▶ Work order
Repeat all of the records verbatim.

▶ Provided records
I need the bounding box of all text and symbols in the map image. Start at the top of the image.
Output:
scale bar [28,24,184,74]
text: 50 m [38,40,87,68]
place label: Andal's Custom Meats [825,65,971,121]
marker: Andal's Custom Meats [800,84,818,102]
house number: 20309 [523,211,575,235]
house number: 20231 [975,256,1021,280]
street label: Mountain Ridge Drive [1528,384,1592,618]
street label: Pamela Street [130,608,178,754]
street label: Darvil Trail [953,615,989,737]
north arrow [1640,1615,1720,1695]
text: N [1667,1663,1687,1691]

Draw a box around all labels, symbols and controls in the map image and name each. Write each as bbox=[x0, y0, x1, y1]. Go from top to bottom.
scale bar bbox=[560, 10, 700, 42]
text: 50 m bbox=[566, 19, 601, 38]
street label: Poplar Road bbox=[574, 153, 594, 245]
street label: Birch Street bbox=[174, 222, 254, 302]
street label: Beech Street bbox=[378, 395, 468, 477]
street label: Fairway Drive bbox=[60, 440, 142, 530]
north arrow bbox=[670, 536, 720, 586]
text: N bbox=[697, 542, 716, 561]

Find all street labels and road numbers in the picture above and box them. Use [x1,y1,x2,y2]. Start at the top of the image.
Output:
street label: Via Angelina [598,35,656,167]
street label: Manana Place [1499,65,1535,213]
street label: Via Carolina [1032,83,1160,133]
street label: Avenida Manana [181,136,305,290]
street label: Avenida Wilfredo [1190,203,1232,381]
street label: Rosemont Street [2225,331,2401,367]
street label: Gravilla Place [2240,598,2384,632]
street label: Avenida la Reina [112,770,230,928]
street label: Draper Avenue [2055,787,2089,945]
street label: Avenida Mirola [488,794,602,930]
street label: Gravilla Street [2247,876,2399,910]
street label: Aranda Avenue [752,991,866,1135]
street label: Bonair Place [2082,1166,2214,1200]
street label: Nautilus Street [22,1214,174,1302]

▶ Result
I need the bounding box of all text and symbols in the map image. Start at the top of the image.
Output:
scale bar [28,24,184,74]
text: 50 m [38,40,87,68]
place label: Andal's Custom Meats [825,65,971,121]
marker: Andal's Custom Meats [800,84,818,102]
house number: 20309 [523,211,575,235]
house number: 20231 [975,256,1021,280]
street label: Mountain Ridge Drive [1528,384,1592,618]
street label: Pamela Street [130,608,178,754]
street label: Darvil Trail [953,615,989,737]
north arrow [1640,1615,1720,1695]
text: N [1667,1663,1687,1691]

Draw a box around all labels, symbols and controls in the map image and name each. Write each as bbox=[x0, y0, x1, y1]. Go from top to bottom.
scale bar bbox=[560, 10, 700, 42]
text: 50 m bbox=[566, 19, 601, 38]
street label: Poplar Road bbox=[574, 153, 594, 245]
street label: Birch Street bbox=[174, 222, 254, 302]
street label: Beech Street bbox=[378, 395, 468, 477]
street label: Fairway Drive bbox=[60, 440, 142, 530]
north arrow bbox=[670, 536, 720, 586]
text: N bbox=[697, 542, 716, 561]

Find all street labels and road numbers in the picture above and box them. Use [x1,y1,x2,y2]. Start at the top of the image.
Output:
street label: Via Angelina [598,35,656,167]
street label: Manana Place [1499,65,1535,213]
street label: Via Carolina [1032,83,1160,133]
street label: Avenida Manana [181,136,305,290]
street label: Avenida Wilfredo [1190,203,1232,381]
street label: Rosemont Street [2225,331,2401,367]
street label: Gravilla Place [2240,598,2384,632]
street label: Avenida la Reina [112,770,230,928]
street label: Draper Avenue [2055,787,2089,945]
street label: Avenida Mirola [488,794,602,930]
street label: Gravilla Street [2247,876,2399,910]
street label: Aranda Avenue [752,991,866,1135]
street label: Bonair Place [2082,1166,2214,1200]
street label: Nautilus Street [22,1214,174,1302]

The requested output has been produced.